▸ **Stored data**:
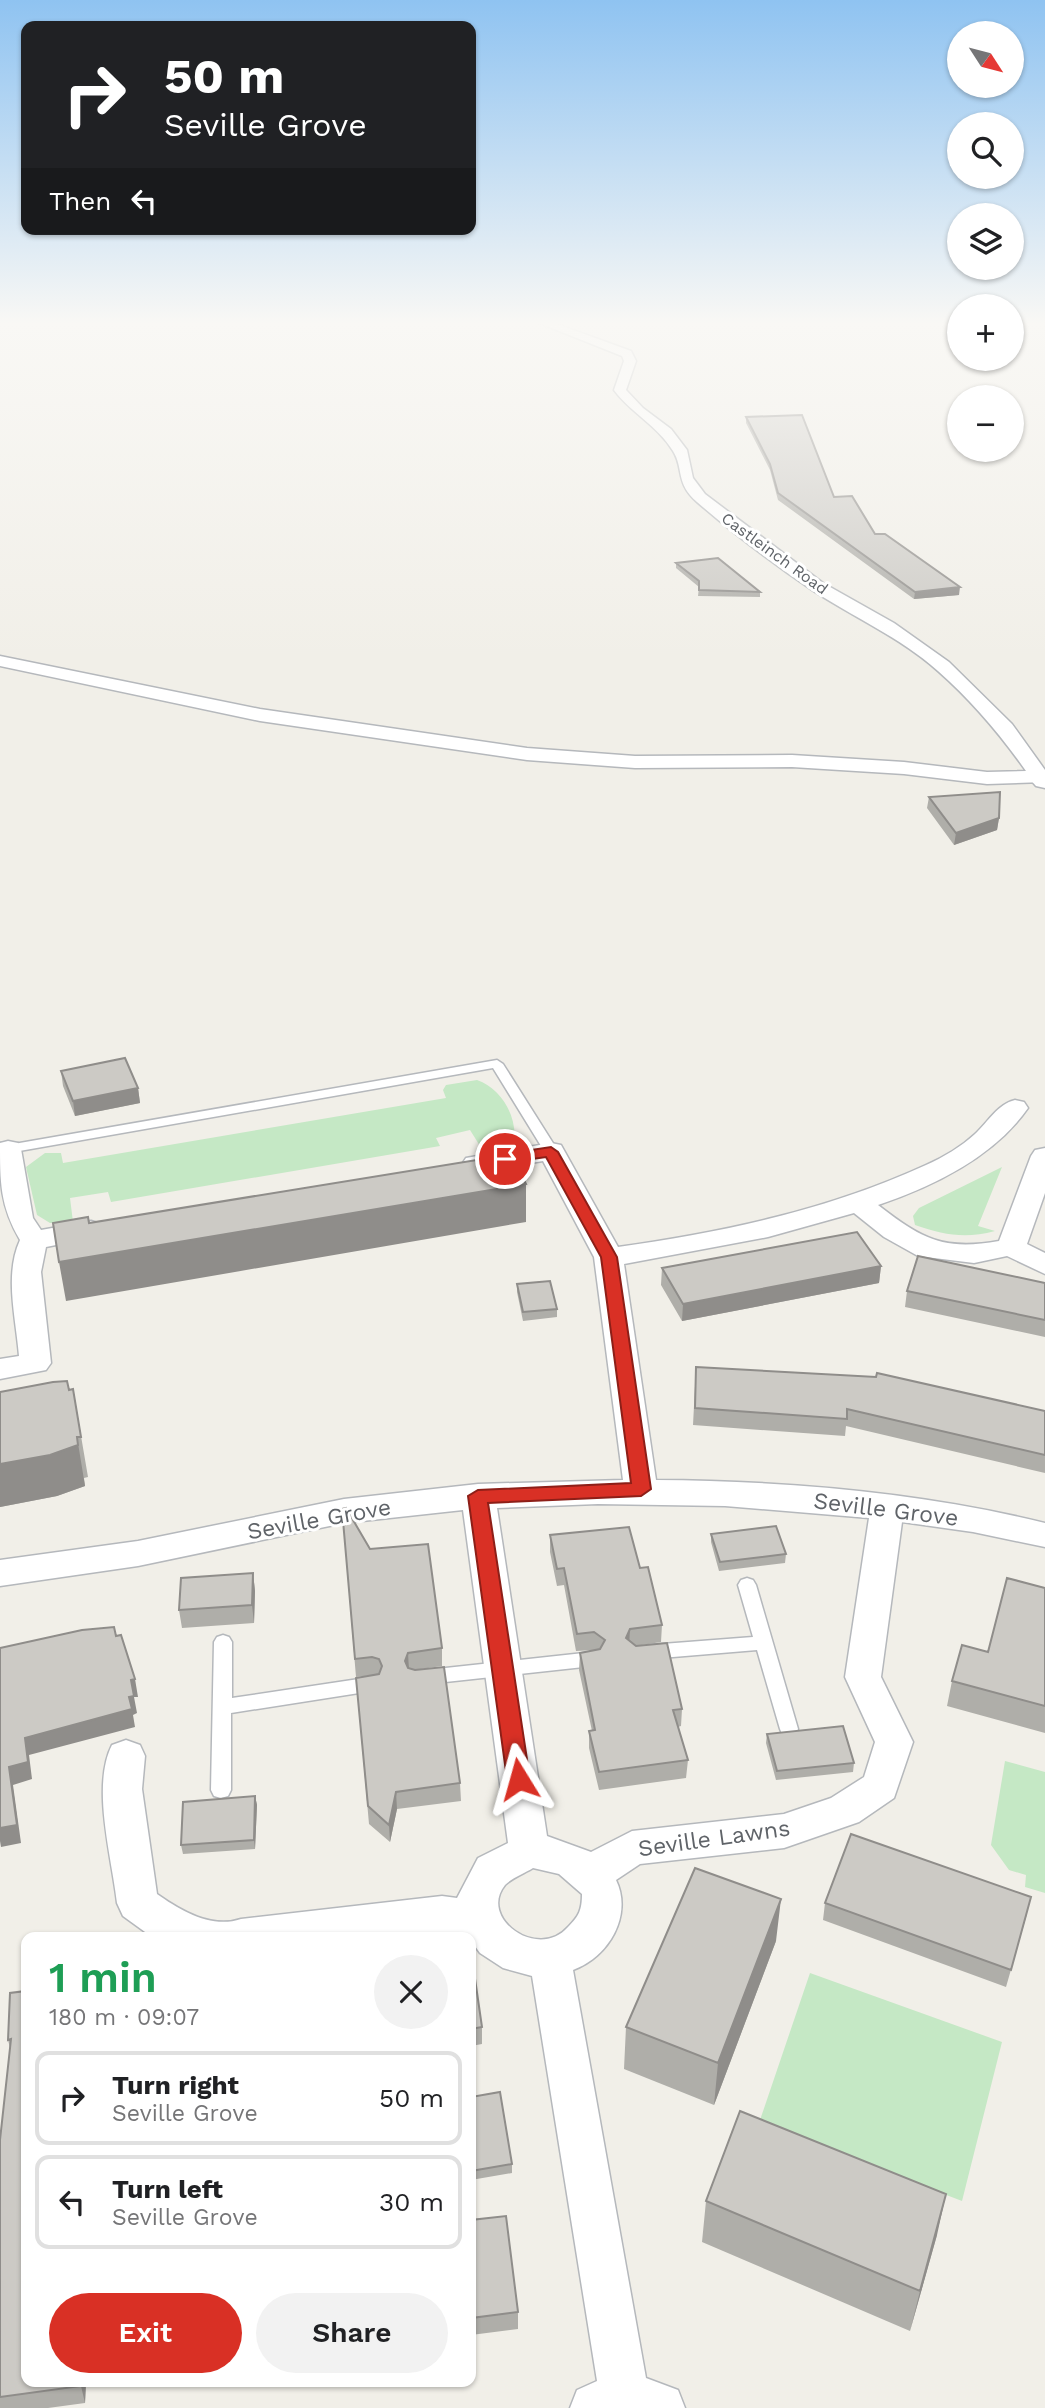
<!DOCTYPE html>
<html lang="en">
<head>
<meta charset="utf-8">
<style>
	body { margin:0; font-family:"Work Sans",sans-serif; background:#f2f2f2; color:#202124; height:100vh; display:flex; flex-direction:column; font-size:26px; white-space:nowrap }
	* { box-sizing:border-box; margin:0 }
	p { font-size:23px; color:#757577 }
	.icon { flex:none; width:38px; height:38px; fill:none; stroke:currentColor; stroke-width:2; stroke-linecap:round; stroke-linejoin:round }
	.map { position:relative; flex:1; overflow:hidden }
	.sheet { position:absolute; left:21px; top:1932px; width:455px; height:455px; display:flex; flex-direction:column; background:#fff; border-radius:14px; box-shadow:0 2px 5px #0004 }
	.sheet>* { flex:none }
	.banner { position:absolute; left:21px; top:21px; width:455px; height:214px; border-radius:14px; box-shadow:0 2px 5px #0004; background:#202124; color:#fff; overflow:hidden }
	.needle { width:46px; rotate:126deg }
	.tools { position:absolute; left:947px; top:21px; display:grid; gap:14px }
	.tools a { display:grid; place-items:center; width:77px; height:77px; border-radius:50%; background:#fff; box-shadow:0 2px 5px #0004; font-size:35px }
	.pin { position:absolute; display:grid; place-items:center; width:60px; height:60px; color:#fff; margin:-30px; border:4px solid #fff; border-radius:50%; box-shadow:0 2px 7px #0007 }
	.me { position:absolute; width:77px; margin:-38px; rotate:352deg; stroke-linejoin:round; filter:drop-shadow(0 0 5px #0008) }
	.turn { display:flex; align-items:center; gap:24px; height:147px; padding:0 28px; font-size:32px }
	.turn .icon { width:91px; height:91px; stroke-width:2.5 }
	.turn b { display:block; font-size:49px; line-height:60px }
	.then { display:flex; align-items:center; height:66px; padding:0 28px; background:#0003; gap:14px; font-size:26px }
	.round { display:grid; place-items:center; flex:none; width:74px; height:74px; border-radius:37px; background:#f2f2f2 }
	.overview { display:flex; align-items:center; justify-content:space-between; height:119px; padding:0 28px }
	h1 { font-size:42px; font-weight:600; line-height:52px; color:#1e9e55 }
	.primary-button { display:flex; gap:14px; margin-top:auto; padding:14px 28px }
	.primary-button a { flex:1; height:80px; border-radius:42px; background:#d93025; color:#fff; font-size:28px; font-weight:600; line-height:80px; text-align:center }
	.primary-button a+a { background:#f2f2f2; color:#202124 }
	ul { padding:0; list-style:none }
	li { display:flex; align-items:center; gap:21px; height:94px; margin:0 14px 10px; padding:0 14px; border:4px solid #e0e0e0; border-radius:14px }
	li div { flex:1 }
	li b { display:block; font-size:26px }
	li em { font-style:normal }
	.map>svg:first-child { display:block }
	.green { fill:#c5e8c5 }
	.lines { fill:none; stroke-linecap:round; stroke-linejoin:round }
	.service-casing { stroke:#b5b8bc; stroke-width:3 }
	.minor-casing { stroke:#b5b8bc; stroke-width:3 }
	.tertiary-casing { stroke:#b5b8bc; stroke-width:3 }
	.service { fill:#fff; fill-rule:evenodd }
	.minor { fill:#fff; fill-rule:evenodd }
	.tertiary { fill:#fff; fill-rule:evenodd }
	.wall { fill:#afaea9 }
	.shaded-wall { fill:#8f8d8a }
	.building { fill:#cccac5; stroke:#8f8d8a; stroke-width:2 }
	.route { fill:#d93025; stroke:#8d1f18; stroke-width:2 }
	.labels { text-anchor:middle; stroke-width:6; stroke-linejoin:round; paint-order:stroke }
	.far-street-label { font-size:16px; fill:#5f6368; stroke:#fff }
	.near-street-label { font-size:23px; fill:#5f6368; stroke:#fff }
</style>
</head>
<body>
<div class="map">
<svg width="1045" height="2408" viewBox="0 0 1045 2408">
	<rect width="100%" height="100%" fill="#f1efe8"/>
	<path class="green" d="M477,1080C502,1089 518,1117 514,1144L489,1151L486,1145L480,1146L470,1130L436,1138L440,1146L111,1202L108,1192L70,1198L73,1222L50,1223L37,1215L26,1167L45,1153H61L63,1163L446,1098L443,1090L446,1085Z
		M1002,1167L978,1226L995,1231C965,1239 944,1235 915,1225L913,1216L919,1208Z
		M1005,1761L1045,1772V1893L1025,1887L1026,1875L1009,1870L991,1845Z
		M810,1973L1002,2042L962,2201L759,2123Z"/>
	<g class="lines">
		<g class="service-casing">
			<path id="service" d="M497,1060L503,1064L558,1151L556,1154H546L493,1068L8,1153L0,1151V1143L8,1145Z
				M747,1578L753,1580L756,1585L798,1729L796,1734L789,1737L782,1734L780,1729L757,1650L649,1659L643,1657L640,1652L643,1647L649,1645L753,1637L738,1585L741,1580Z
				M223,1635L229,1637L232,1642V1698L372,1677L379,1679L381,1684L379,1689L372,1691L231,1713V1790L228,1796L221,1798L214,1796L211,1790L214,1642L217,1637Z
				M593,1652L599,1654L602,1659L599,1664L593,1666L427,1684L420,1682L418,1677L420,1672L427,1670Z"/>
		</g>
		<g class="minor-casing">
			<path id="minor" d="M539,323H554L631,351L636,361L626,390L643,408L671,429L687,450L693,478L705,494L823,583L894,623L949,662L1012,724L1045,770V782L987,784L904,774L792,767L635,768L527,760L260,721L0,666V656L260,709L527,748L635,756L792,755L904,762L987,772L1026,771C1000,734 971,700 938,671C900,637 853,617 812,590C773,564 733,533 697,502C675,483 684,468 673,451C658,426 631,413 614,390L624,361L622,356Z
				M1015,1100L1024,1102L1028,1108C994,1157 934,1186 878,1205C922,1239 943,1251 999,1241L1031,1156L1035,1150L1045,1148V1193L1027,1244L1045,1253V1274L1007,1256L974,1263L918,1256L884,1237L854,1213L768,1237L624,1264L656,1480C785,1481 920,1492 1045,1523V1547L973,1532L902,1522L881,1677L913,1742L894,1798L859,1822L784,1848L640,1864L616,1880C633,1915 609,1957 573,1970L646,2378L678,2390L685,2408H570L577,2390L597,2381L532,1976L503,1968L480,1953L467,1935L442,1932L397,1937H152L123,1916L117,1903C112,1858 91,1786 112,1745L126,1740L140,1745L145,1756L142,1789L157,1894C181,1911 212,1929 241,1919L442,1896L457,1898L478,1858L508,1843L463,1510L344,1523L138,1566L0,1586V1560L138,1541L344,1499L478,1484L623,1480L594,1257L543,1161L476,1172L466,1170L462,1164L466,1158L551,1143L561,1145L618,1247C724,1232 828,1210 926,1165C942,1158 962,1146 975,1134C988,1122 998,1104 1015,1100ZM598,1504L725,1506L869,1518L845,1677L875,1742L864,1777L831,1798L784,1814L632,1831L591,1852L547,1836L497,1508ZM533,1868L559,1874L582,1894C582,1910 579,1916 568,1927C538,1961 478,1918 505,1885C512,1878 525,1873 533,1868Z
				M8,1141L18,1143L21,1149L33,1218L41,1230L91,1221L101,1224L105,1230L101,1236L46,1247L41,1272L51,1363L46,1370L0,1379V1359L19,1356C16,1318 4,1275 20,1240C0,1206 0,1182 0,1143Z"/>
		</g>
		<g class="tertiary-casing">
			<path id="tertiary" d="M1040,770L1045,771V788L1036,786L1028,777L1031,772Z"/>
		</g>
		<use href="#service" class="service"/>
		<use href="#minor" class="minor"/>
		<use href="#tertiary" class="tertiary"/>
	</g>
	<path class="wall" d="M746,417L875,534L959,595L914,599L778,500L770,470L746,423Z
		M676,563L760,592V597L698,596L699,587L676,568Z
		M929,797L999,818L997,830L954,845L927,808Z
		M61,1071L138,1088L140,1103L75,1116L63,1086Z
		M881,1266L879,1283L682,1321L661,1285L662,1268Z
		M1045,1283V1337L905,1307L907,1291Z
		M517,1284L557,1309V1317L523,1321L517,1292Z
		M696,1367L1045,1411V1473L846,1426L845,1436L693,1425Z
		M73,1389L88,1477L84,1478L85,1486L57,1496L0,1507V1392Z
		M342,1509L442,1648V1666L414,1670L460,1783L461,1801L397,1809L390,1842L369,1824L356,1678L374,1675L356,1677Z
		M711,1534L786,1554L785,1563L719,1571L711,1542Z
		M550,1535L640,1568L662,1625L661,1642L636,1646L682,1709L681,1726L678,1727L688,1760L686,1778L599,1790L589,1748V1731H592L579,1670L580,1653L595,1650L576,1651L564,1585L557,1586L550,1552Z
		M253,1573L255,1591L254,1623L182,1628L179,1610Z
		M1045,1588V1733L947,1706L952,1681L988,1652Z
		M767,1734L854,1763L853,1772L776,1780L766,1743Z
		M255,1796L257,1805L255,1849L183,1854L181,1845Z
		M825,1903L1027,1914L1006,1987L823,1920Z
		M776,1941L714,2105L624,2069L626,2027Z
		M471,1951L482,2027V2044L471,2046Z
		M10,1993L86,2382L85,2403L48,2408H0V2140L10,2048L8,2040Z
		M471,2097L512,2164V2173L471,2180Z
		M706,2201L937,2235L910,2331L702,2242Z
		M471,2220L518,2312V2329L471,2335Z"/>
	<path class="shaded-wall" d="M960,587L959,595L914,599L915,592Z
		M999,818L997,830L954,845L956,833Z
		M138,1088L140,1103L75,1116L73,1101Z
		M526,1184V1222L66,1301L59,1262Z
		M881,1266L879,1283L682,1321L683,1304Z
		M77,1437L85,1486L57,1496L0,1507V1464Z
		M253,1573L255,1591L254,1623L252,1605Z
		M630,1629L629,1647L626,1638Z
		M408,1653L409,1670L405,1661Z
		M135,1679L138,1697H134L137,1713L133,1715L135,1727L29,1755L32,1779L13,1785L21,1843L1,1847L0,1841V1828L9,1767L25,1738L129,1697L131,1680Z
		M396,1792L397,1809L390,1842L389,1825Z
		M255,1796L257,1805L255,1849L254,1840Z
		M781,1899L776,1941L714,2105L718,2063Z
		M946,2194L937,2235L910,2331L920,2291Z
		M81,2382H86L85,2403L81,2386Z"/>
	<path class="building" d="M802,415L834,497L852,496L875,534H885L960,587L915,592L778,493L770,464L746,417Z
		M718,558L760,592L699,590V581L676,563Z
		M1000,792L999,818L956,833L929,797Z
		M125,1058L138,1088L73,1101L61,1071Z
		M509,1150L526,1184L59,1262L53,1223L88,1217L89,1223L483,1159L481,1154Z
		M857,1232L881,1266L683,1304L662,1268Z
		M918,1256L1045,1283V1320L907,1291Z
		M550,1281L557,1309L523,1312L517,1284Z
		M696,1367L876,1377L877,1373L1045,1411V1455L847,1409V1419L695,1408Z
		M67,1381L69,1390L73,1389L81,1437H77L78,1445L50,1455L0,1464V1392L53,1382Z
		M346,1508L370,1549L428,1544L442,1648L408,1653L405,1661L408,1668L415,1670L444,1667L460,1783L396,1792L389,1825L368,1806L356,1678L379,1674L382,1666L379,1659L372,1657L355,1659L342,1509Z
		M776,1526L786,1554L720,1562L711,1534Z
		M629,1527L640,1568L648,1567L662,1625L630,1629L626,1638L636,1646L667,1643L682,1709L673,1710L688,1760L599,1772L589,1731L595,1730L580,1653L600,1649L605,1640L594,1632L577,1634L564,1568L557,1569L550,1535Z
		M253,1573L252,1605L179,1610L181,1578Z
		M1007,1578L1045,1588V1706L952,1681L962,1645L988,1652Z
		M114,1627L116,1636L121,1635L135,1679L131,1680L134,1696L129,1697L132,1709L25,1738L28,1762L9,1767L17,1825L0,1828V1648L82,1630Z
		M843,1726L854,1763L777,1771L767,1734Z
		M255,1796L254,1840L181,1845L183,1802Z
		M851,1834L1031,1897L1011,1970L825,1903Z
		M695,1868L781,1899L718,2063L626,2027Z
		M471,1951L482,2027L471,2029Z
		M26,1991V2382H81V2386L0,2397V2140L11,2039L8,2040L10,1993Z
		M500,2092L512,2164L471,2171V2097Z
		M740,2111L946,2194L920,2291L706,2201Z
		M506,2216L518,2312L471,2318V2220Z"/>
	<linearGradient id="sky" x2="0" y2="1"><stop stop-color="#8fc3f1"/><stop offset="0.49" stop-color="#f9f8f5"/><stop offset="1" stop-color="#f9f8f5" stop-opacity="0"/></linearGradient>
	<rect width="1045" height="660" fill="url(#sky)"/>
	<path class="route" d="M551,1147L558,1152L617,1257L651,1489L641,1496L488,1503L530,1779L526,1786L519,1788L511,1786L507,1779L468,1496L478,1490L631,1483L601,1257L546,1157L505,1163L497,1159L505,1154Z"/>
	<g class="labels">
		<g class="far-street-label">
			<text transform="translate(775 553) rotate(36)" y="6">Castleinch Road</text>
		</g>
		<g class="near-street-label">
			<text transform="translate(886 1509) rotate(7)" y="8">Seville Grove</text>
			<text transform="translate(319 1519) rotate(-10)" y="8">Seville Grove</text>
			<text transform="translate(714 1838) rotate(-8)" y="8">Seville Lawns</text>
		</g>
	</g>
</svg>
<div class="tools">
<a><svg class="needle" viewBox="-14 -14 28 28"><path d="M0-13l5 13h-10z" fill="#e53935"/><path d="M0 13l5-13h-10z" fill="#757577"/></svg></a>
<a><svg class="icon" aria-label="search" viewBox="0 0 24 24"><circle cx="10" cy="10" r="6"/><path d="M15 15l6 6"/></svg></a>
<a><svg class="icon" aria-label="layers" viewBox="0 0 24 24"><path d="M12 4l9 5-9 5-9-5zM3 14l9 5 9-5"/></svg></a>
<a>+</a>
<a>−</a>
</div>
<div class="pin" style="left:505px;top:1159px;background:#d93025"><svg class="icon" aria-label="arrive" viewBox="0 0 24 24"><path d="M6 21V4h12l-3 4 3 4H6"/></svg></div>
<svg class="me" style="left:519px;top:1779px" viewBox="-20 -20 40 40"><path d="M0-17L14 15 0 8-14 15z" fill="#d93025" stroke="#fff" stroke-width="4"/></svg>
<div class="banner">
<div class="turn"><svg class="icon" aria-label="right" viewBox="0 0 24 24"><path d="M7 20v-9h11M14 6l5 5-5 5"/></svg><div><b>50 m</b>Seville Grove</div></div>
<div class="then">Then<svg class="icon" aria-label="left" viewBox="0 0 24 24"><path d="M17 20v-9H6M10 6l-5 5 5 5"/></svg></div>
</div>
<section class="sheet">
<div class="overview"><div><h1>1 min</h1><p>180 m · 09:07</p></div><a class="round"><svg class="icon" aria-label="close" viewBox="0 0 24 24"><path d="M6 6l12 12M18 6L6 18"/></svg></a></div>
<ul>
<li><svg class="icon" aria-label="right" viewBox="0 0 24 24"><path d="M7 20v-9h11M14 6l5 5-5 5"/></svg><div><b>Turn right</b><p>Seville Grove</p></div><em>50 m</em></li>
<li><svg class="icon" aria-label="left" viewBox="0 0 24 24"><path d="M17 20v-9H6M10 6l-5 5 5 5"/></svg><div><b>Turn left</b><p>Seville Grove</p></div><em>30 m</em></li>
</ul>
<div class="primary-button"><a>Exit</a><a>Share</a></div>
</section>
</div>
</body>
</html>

▸ **What to do**:
Set down the records above exactly as written, beginning with the first line and ending with the line that contains "display:grid; place-items:center; width:77px;", and do not include pictures.

▸ **Response box**:
<!DOCTYPE html>
<html lang="en">
<head>
<meta charset="utf-8">
<style>
	body { margin:0; font-family:"Work Sans",sans-serif; background:#f2f2f2; color:#202124; height:100vh; display:flex; flex-direction:column; font-size:26px; white-space:nowrap }
	* { box-sizing:border-box; margin:0 }
	p { font-size:23px; color:#757577 }
	.icon { flex:none; width:38px; height:38px; fill:none; stroke:currentColor; stroke-width:2; stroke-linecap:round; stroke-linejoin:round }
	.map { position:relative; flex:1; overflow:hidden }
	.sheet { position:absolute; left:21px; top:1932px; width:455px; height:455px; display:flex; flex-direction:column; background:#fff; border-radius:14px; box-shadow:0 2px 5px #0004 }
	.sheet>* { flex:none }
	.banner { position:absolute; left:21px; top:21px; width:455px; height:214px; border-radius:14px; box-shadow:0 2px 5px #0004; background:#202124; color:#fff; overflow:hidden }
	.needle { width:46px; rotate:126deg }
	.tools { position:absolute; left:947px; top:21px; display:grid; gap:14px }
	.tools a { display:grid; place-items:center; width:77px; height:77px; border-radius:50%; background:#fff; box-shadow:0 2px 5px #0004; font-size:35px }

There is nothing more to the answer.